* AIM OF THE EXERCISE:
Copy out each line below containing "Allston".

* DATASET ENTRIES:
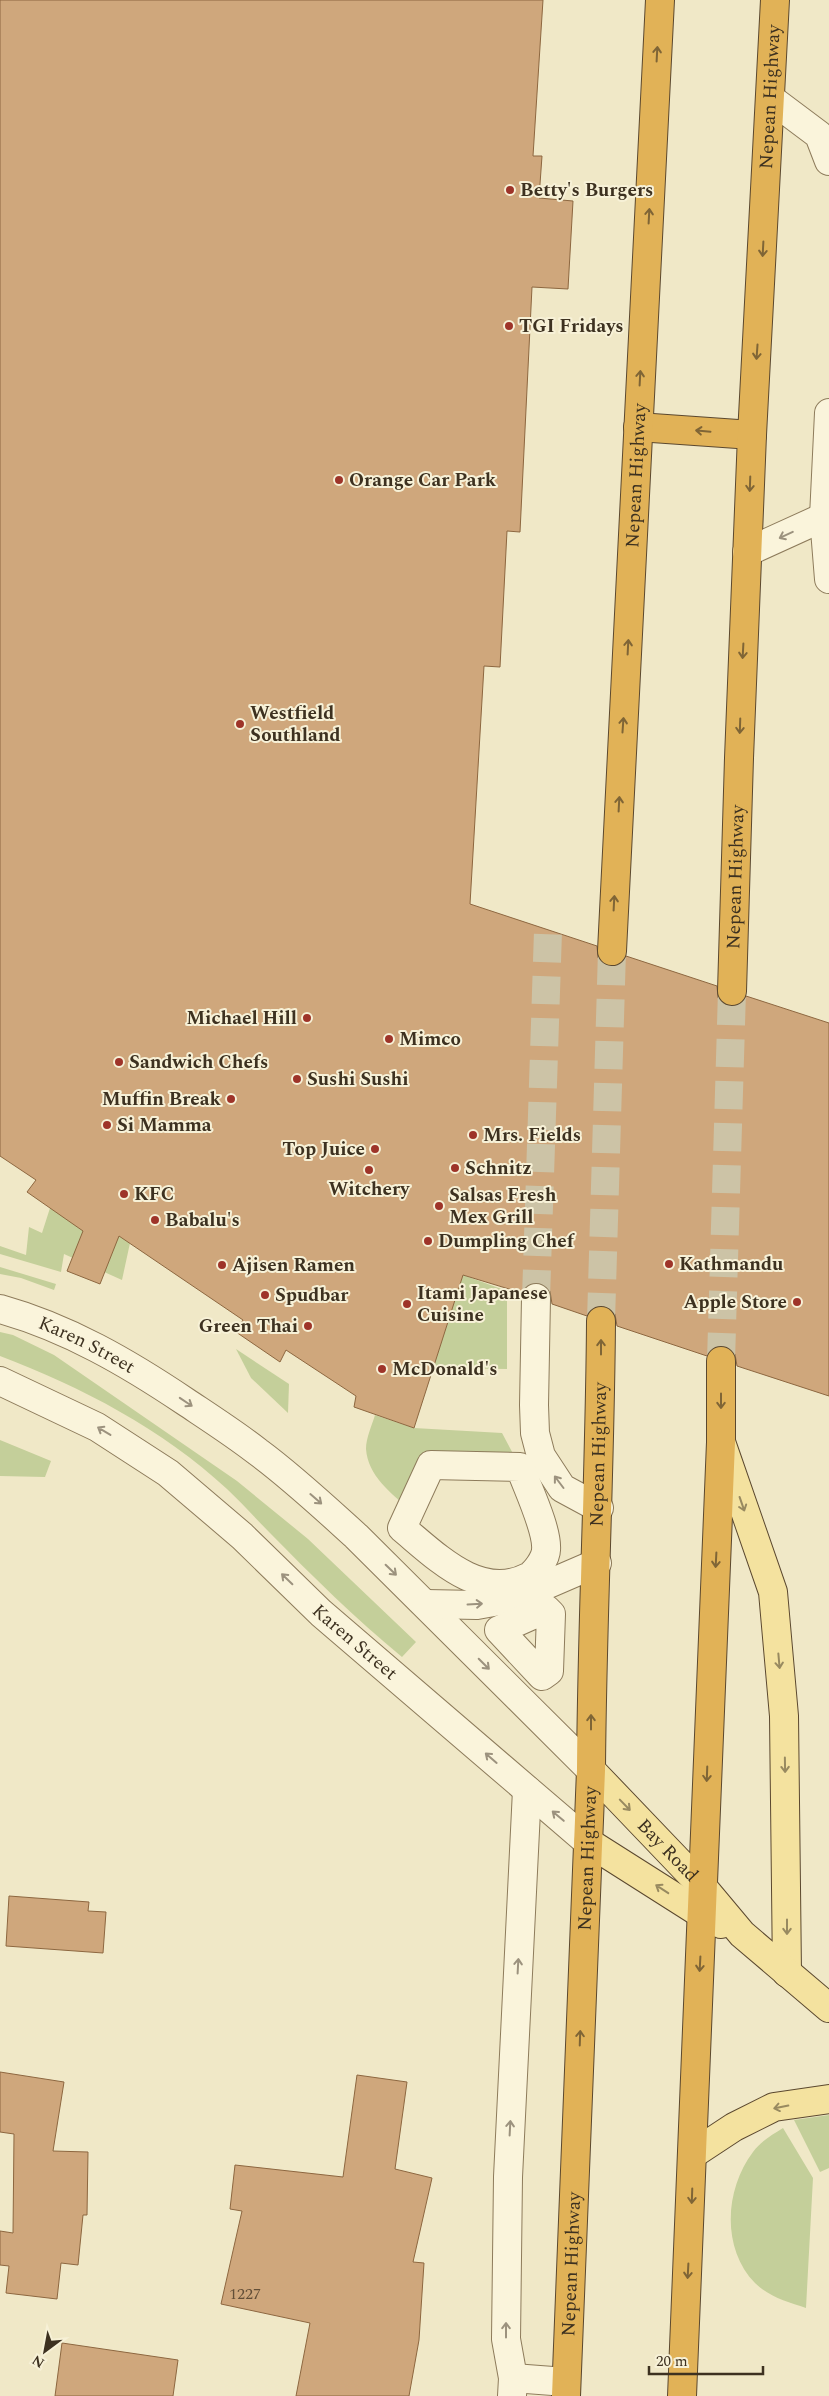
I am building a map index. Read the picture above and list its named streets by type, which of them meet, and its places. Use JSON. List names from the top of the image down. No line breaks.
{"streets":{"highway":["Nepean Highway"],"main road":["Karen Street","Bay Road"]},"crossings":[["Nepean Highway","Karen Street"],["Nepean Highway","Bay Road"],["Karen Street","Bay Road"]],"one_way":["Bay Road"],"places":["Betty's Burgers","TGI Fridays","Orange Car Park","Westfield Southland","Michael Hill","Mimco","Sandwich Chefs","Sushi Sushi","Muffin Break","Si Mamma","Mrs. Fields","Top Juice","Schnitz","Witchery","KFC","Salsas Fresh Mex Grill","Babalu's","Dumpling Chef","Kathmandu","Ajisen Ramen","Spudbar","Apple Store","Itami Japanese Cuisine","Green Thai","McDonald's"],"house_numbers":["1227"],"scale_bar":"20 m","north":"bottom left"}
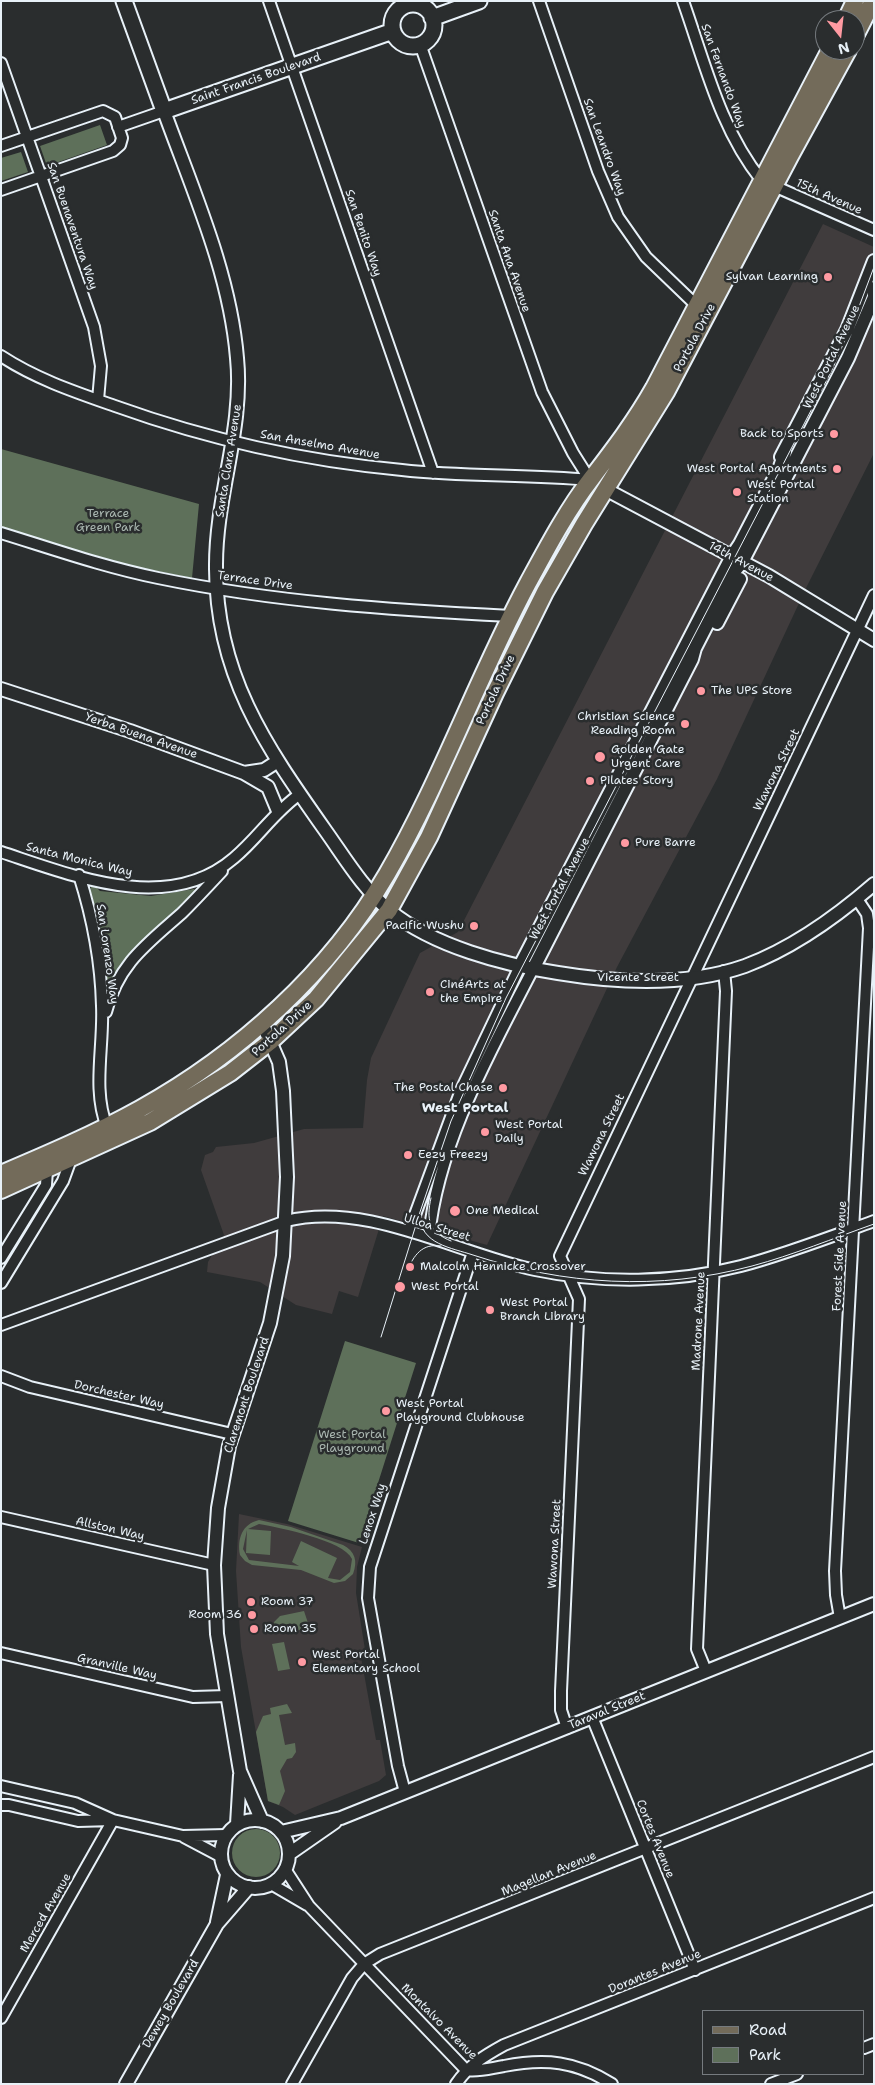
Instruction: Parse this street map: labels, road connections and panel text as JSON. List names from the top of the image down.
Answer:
{
  "streets": {
    "main road": ["Saint Francis Boulevard", "Portola Drive", "Santa Clara Avenue"],
    "street": [
      "San Fernando Way",
      "San Leandro Way",
      "15th Avenue",
      "San Buenaventura Way",
      "San Benito Way",
      "Santa Ana Avenue",
      "West Portal Avenue",
      "San Anselmo Avenue",
      "14th Avenue",
      "Terrace Drive",
      "Yerba Buena Avenue",
      "Wawona Street",
      "Santa Monica Way",
      "San Lorenzo Way",
      "Vicente Street",
      "Ulloa Street",
      "Forest Side Avenue",
      "Madrone Avenue",
      "Dorchester Way",
      "Claremont Boulevard",
      "Lenox Way",
      "Allston Way",
      "Granville Way",
      "Taraval Street",
      "Cortes Avenue",
      "Magellan Avenue",
      "Merced Avenue",
      "Dorantes Avenue",
      "Dewey Boulevard",
      "Montalvo Avenue"
    ]
  },
  "crossings": [
    ["San Fernando Way", "15th Avenue"],
    ["San Fernando Way", "Portola Drive"],
    ["Saint Francis Boulevard", "San Benito Way"],
    ["Saint Francis Boulevard", "Santa Ana Avenue"],
    ["Saint Francis Boulevard", "Santa Clara Avenue"],
    ["San Leandro Way", "Portola Drive"],
    ["15th Avenue", "Portola Drive"],
    ["San Buenaventura Way", "San Anselmo Avenue"],
    ["San Benito Way", "San Anselmo Avenue"],
    ["Santa Ana Avenue", "Portola Drive"],
    ["Santa Ana Avenue", "San Anselmo Avenue"],
    ["Portola Drive", "San Anselmo Avenue"],
    ["Portola Drive", "Santa Clara Avenue"],
    ["Portola Drive", "14th Avenue"],
    ["Portola Drive", "Terrace Drive"],
    ["Portola Drive", "San Lorenzo Way"],
    ["Portola Drive", "Vicente Street"],
    ["Portola Drive", "Claremont Boulevard"],
    ["West Portal Avenue", "14th Avenue"],
    ["West Portal Avenue", "Vicente Street"],
    ["West Portal Avenue", "Ulloa Street"],
    ["San Anselmo Avenue", "Santa Clara Avenue"],
    ["Santa Clara Avenue", "Terrace Drive"],
    ["Santa Clara Avenue", "Santa Monica Way"],
    ["Santa Clara Avenue", "Vicente Street"],
    ["14th Avenue", "Wawona Street"],
    ["Yerba Buena Avenue", "Santa Monica Way"],
    ["Wawona Street", "Vicente Street"],
    ["Wawona Street", "Ulloa Street"],
    ["Wawona Street", "Taraval Street"],
    ["Santa Monica Way", "San Lorenzo Way"],
    ["Vicente Street", "Forest Side Avenue"],
    ["Vicente Street", "Madrone Avenue"],
    ["Ulloa Street", "Forest Side Avenue"],
    ["Ulloa Street", "Madrone Avenue"],
    ["Ulloa Street", "Claremont Boulevard"],
    ["Ulloa Street", "Lenox Way"],
    ["Forest Side Avenue", "Taraval Street"],
    ["Madrone Avenue", "Taraval Street"],
    ["Dorchester Way", "Claremont Boulevard"],
    ["Claremont Boulevard", "Allston Way"],
    ["Claremont Boulevard", "Granville Way"],
    ["Claremont Boulevard", "Taraval Street"],
    ["Claremont Boulevard", "Dewey Boulevard"],
    ["Claremont Boulevard", "Montalvo Avenue"],
    ["Lenox Way", "Taraval Street"],
    ["Taraval Street", "Cortes Avenue"],
    ["Taraval Street", "Dewey Boulevard"],
    ["Taraval Street", "Montalvo Avenue"],
    ["Cortes Avenue", "Magellan Avenue"],
    ["Cortes Avenue", "Dorantes Avenue"],
    ["Magellan Avenue", "Montalvo Avenue"],
    ["Dorantes Avenue", "Montalvo Avenue"],
    ["Dewey Boulevard", "Montalvo Avenue"]
  ],
  "districts": ["West Portal"],
  "parks": ["Terrace Green Park", "West Portal Playground"],
  "places": [
    "Sylvan Learning",
    "Back to Sports",
    "West Portal Apartments",
    "West Portal Station",
    "The UPS Store",
    "Christian Science Reading Room",
    "Golden Gate Urgent Care",
    "Pilates Story",
    "Pure Barre",
    "Pacific Wushu",
    "CinéArts at the Empire",
    "The Postal Chase",
    "West Portal Daily",
    "Eezy Freezy",
    "One Medical",
    "Malcolm Hennicke Crossover",
    "West Portal",
    "West Portal Branch Library",
    "West Portal Playground Clubhouse",
    "Room 37",
    "Room 36",
    "Room 35",
    "West Portal Elementary School"
  ],
  "legend": ["Road", "Park"],
  "north": "bottom"
}
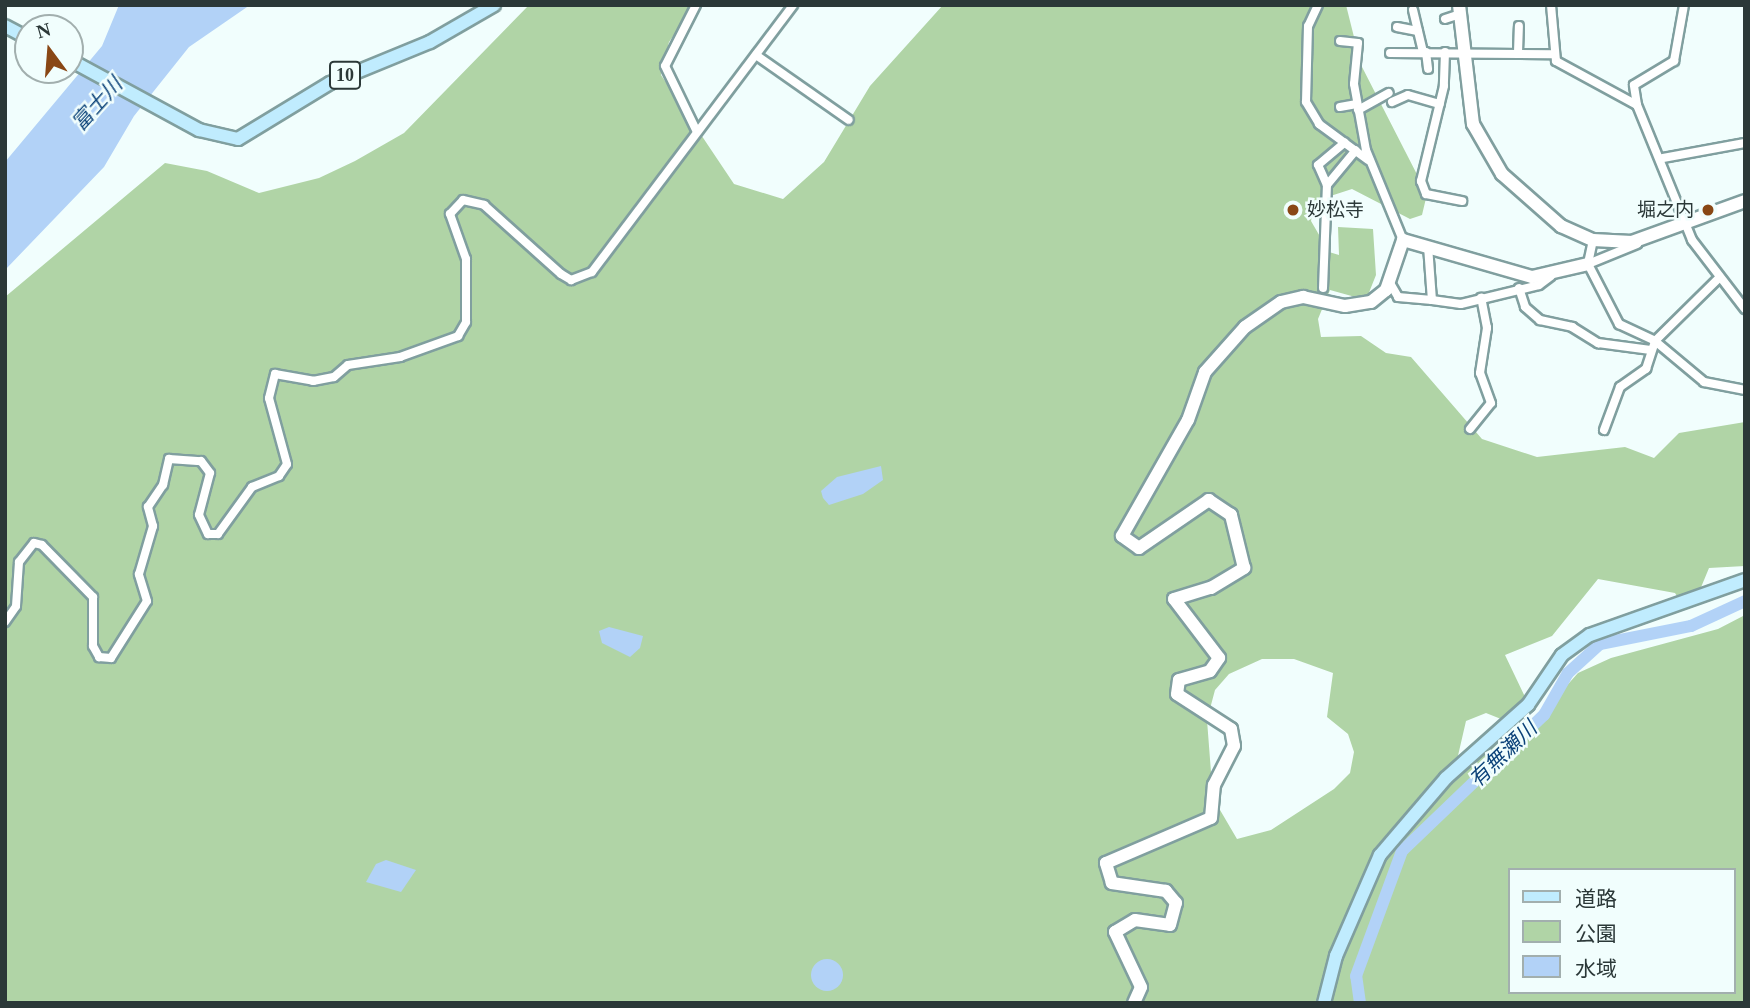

* RESULT OF THIS EXERCISE:
      "Allston Way",
    ["Claremont Boulevard", "Allston Way"],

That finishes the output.